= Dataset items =
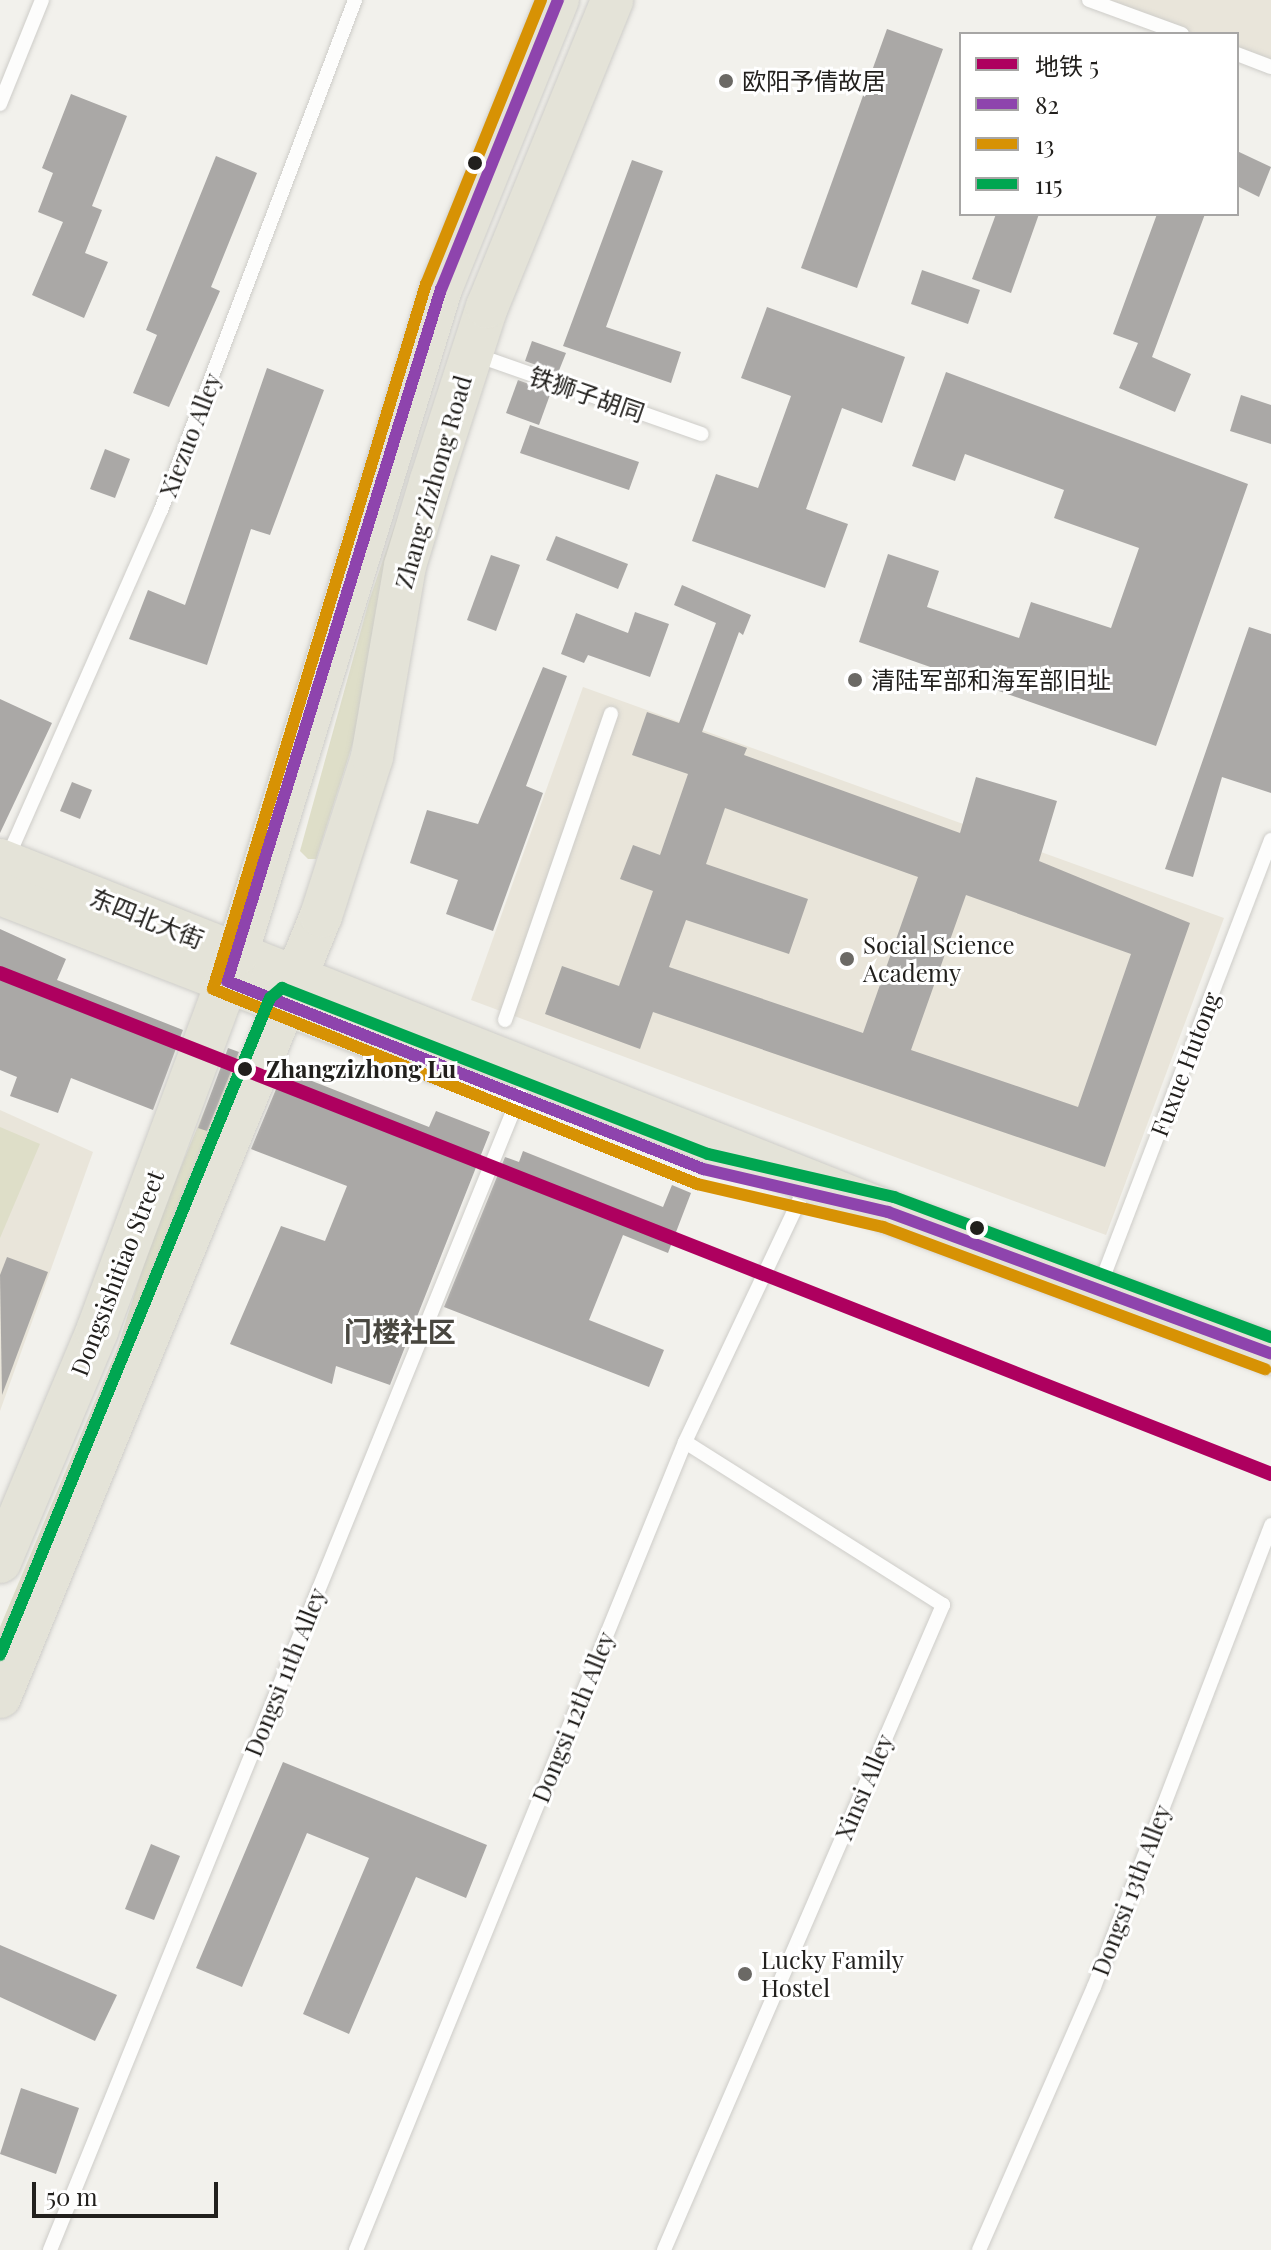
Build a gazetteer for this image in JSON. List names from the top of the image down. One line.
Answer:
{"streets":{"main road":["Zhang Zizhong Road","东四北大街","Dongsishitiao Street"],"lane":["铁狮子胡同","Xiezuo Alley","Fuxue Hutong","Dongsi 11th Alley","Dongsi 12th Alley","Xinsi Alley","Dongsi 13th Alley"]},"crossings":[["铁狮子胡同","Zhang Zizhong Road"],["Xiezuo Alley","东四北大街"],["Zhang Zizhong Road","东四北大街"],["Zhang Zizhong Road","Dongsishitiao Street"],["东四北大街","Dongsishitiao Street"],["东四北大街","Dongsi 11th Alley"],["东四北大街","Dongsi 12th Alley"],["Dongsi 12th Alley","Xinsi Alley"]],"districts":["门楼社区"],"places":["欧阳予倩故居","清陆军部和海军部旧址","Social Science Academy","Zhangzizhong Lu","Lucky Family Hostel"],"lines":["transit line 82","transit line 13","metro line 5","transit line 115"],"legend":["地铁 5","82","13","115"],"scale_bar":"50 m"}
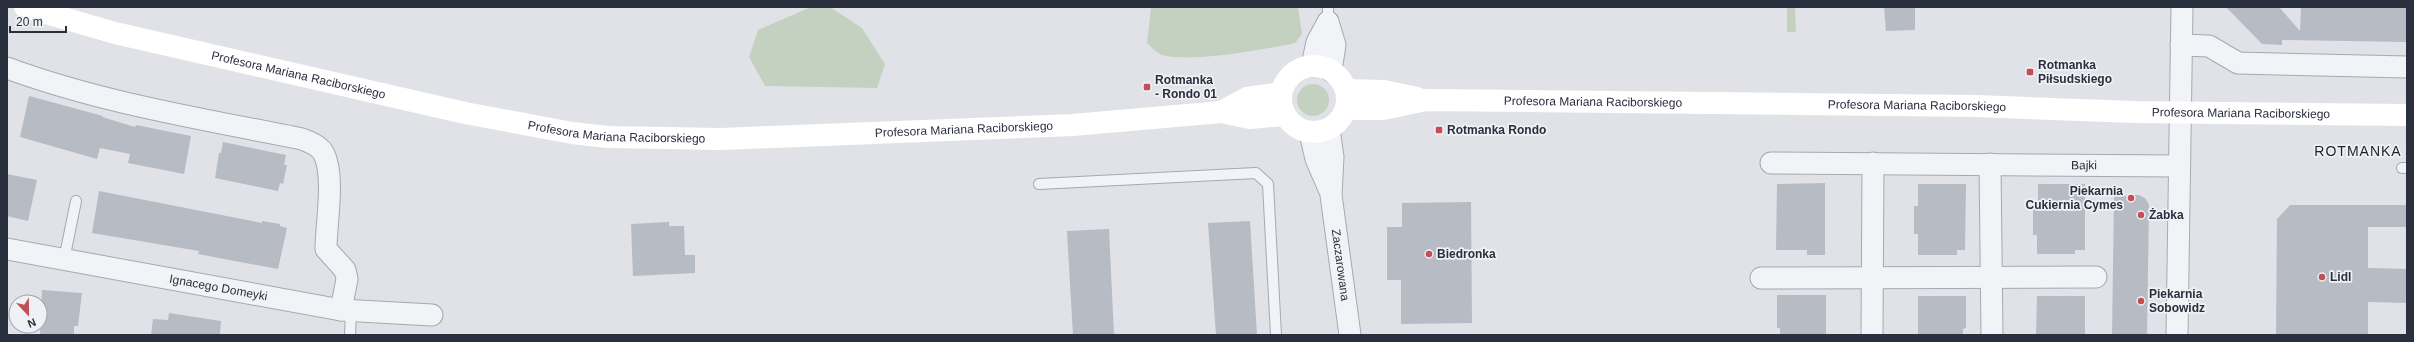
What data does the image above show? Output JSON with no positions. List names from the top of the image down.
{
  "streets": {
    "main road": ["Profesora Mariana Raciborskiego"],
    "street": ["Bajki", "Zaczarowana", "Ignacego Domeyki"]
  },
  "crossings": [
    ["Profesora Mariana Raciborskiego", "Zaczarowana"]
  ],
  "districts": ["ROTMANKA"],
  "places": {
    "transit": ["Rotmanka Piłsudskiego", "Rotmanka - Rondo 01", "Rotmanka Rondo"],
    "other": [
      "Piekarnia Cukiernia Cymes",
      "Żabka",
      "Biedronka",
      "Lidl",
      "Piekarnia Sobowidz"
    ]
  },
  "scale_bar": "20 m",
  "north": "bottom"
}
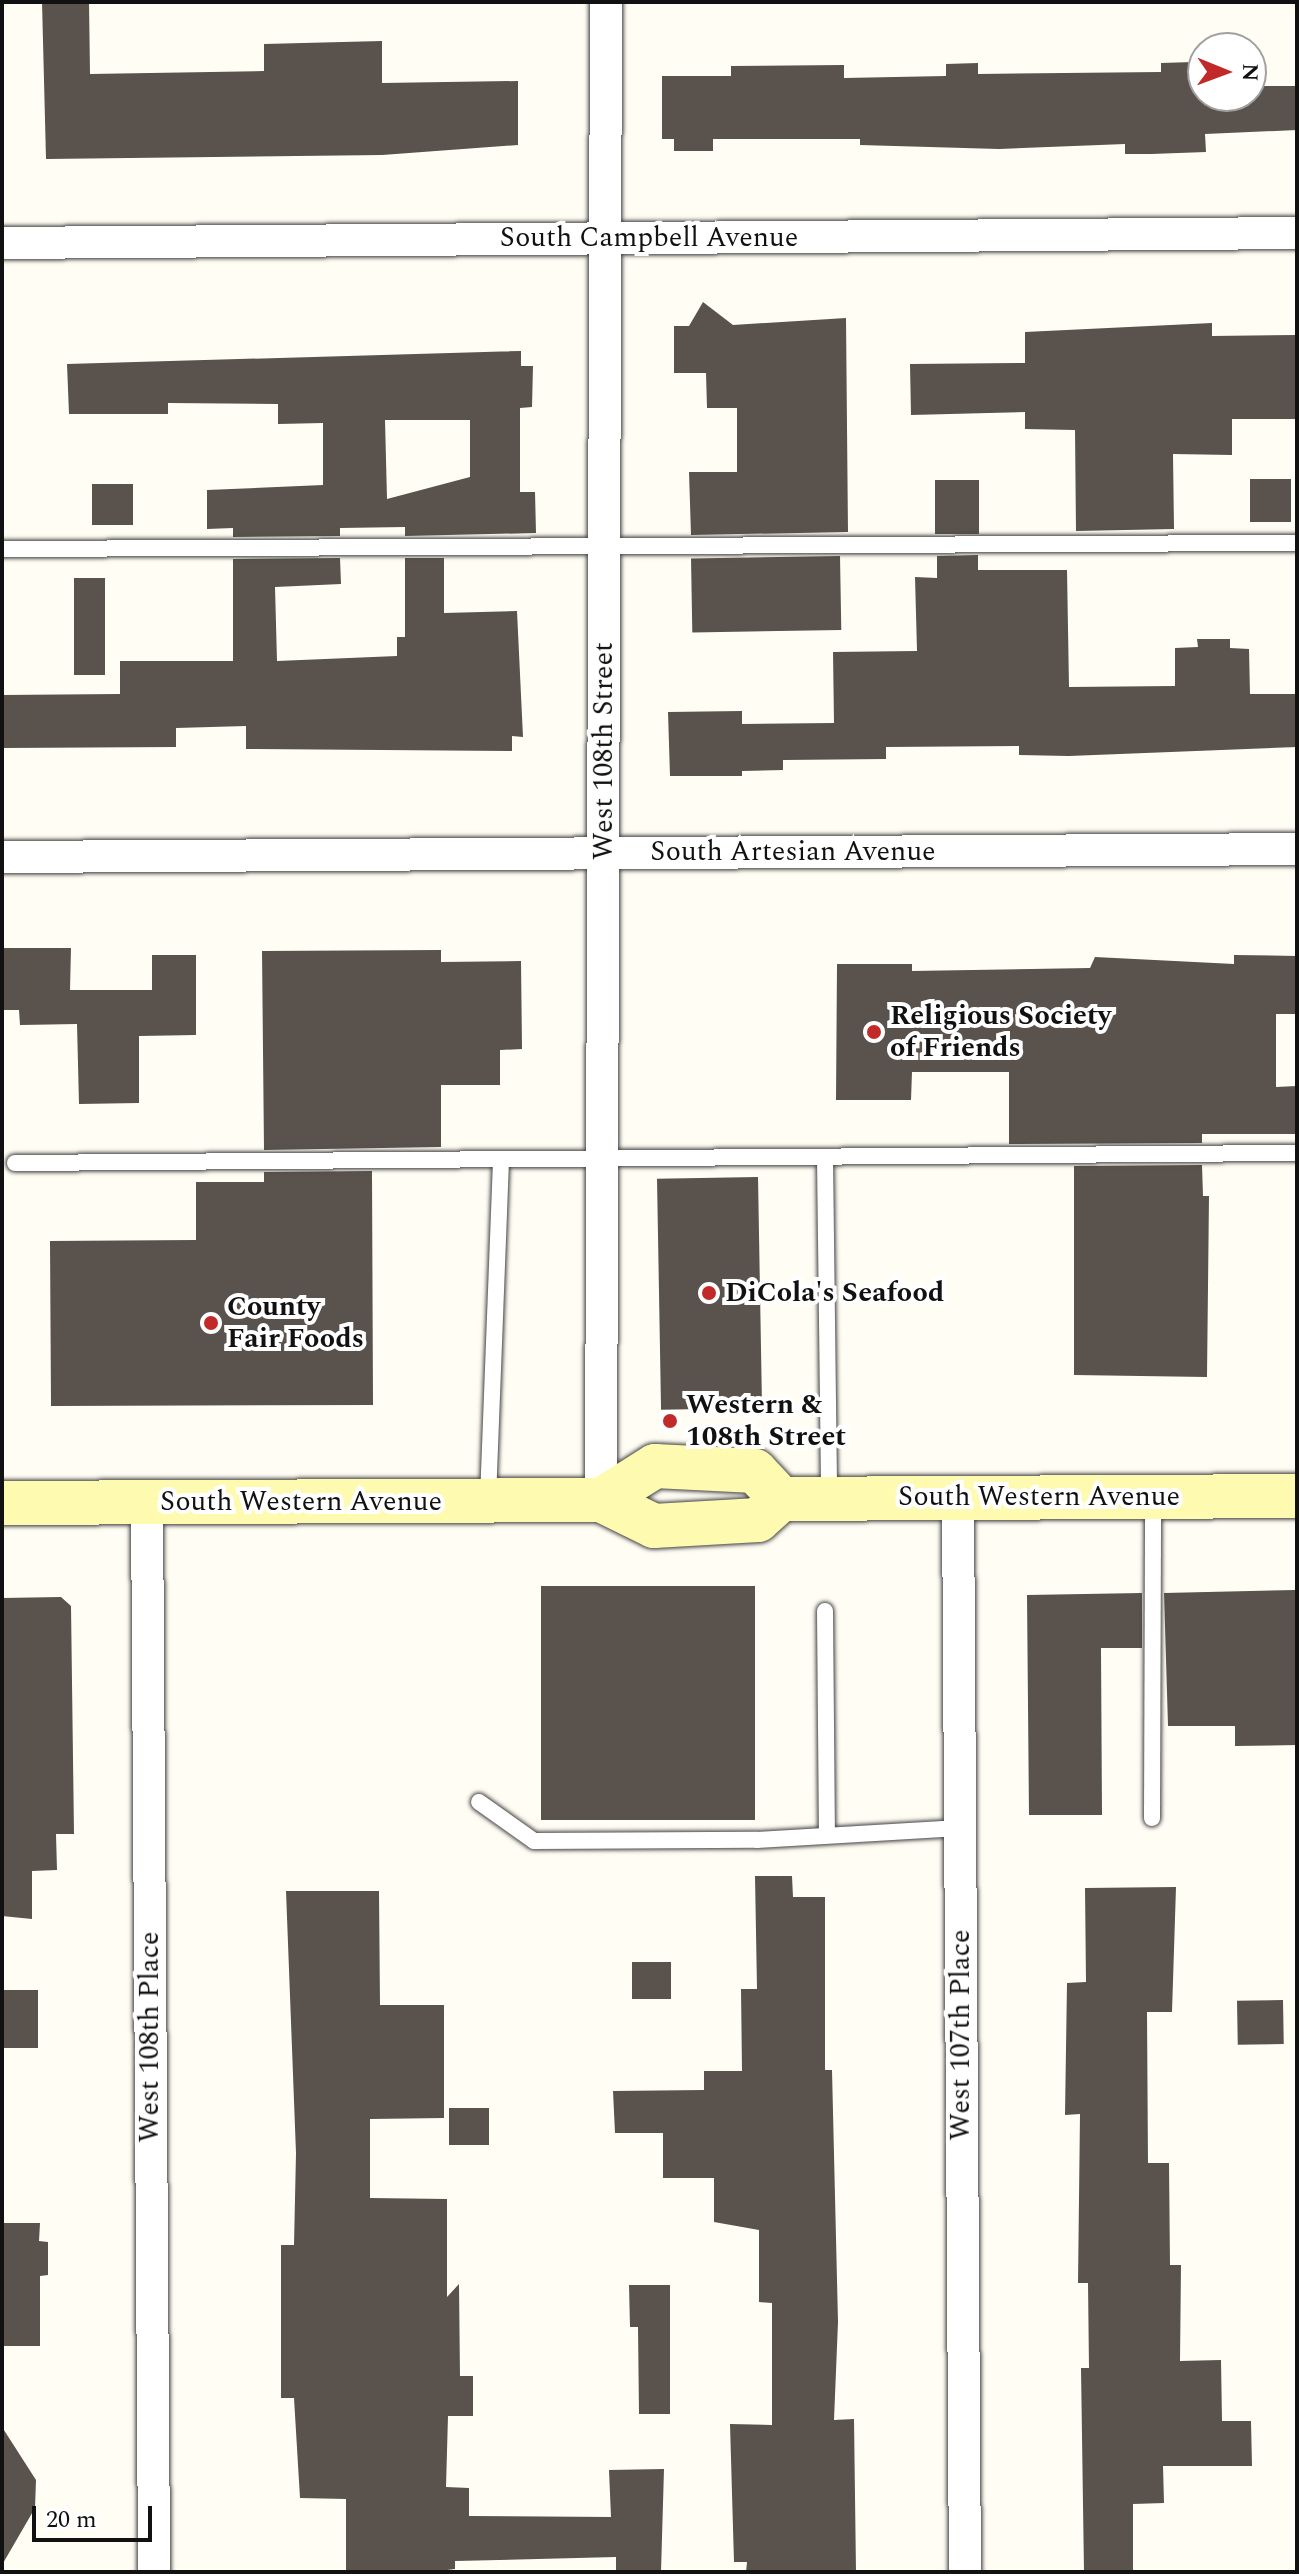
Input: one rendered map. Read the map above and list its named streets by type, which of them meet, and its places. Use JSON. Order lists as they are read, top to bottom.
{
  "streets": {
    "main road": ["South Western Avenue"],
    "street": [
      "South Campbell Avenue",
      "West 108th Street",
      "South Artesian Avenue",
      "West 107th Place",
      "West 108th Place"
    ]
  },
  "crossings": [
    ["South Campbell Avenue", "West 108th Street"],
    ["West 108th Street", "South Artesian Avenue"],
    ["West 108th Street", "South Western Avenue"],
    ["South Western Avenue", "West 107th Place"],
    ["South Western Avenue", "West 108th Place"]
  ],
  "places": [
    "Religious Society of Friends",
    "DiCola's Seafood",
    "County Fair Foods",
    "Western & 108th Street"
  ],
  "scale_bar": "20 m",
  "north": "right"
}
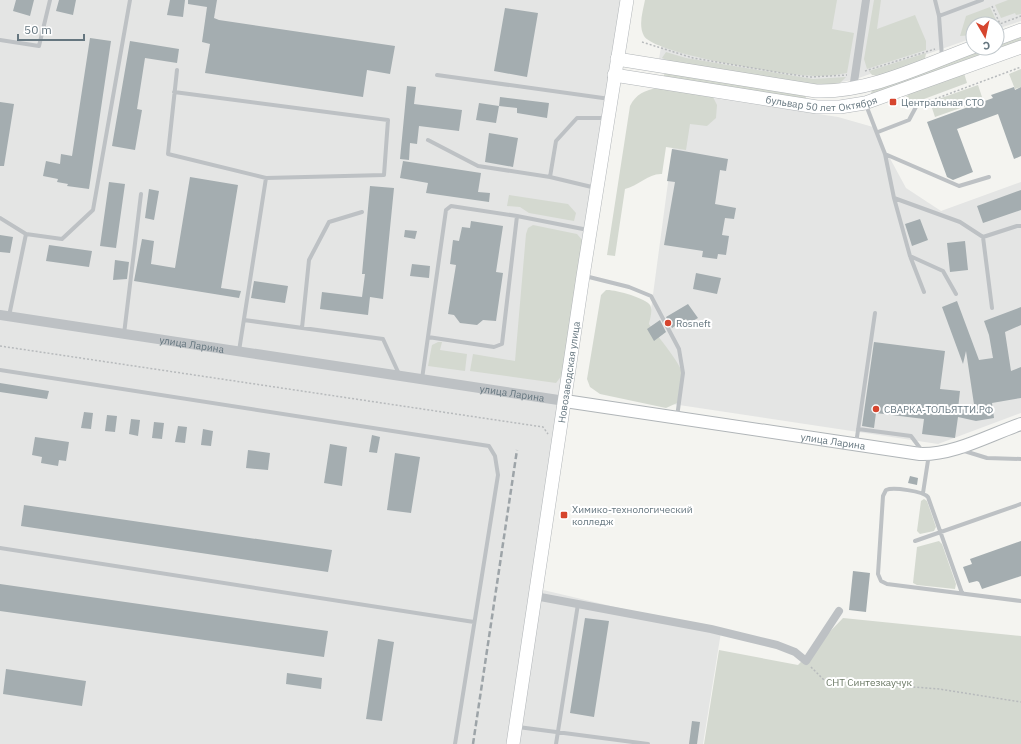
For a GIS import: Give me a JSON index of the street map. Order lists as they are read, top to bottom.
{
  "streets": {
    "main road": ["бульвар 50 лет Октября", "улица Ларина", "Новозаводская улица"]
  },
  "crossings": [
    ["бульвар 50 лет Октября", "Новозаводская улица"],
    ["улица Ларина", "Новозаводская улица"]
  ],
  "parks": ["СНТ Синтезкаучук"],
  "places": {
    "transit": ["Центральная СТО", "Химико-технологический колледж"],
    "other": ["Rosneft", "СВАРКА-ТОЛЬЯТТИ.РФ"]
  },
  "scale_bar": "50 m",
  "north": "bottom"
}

= Problem =
Each entry is to be returned precisely as it appears, but the pictures are to be dropped.

= Solution to the problem =
Build a gazetteer for this image in JSON. List names from the top of the image down. One line.
Answer:
{"streets":{"main road":["Zhang Zizhong Road","东四北大街","Dongsishitiao Street"],"lane":["铁狮子胡同","Xiezuo Alley","Fuxue Hutong","Dongsi 11th Alley","Dongsi 12th Alley","Xinsi Alley","Dongsi 13th Alley"]},"crossings":[["铁狮子胡同","Zhang Zizhong Road"],["Xiezuo Alley","东四北大街"],["Zhang Zizhong Road","东四北大街"],["Zhang Zizhong Road","Dongsishitiao Street"],["东四北大街","Dongsishitiao Street"],["东四北大街","Dongsi 11th Alley"],["东四北大街","Dongsi 12th Alley"],["Dongsi 12th Alley","Xinsi Alley"]],"districts":["门楼社区"],"places":["欧阳予倩故居","清陆军部和海军部旧址","Social Science Academy","Zhangzizhong Lu","Lucky Family Hostel"],"lines":["transit line 82","transit line 13","metro line 5","transit line 115"],"legend":["地铁 5","82","13","115"],"scale_bar":"50 m"}
What data does the image above show? Output JSON with no positions. List names from the top of the image down.
{
  "streets": {
    "main road": ["Profesora Mariana Raciborskiego"],
    "street": ["Bajki", "Zaczarowana", "Ignacego Domeyki"]
  },
  "crossings": [
    ["Profesora Mariana Raciborskiego", "Zaczarowana"]
  ],
  "districts": ["ROTMANKA"],
  "places": {
    "transit": ["Rotmanka Piłsudskiego", "Rotmanka - Rondo 01", "Rotmanka Rondo"],
    "other": [
      "Piekarnia Cukiernia Cymes",
      "Żabka",
      "Biedronka",
      "Lidl",
      "Piekarnia Sobowidz"
    ]
  },
  "scale_bar": "20 m",
  "north": "bottom"
}
Input: one rendered map. Read the map above and list its named streets by type, which of them meet, and its places. Use JSON. Order lists as they are read, top to bottom.
{
  "streets": {
    "main road": ["South Western Avenue"],
    "street": [
      "South Campbell Avenue",
      "West 108th Street",
      "South Artesian Avenue",
      "West 107th Place",
      "West 108th Place"
    ]
  },
  "crossings": [
    ["South Campbell Avenue", "West 108th Street"],
    ["West 108th Street", "South Artesian Avenue"],
    ["West 108th Street", "South Western Avenue"],
    ["South Western Avenue", "West 107th Place"],
    ["South Western Avenue", "West 108th Place"]
  ],
  "places": [
    "Religious Society of Friends",
    "DiCola's Seafood",
    "County Fair Foods",
    "Western & 108th Street"
  ],
  "scale_bar": "20 m",
  "north": "right"
}
For a GIS import: Give me a JSON index of the street map. Order lists as they are read, top to bottom.
{
  "streets": {
    "main road": ["бульвар 50 лет Октября", "улица Ларина", "Новозаводская улица"]
  },
  "crossings": [
    ["бульвар 50 лет Октября", "Новозаводская улица"],
    ["улица Ларина", "Новозаводская улица"]
  ],
  "parks": ["СНТ Синтезкаучук"],
  "places": {
    "transit": ["Центральная СТО", "Химико-технологический колледж"],
    "other": ["Rosneft", "СВАРКА-ТОЛЬЯТТИ.РФ"]
  },
  "scale_bar": "50 m",
  "north": "bottom"
}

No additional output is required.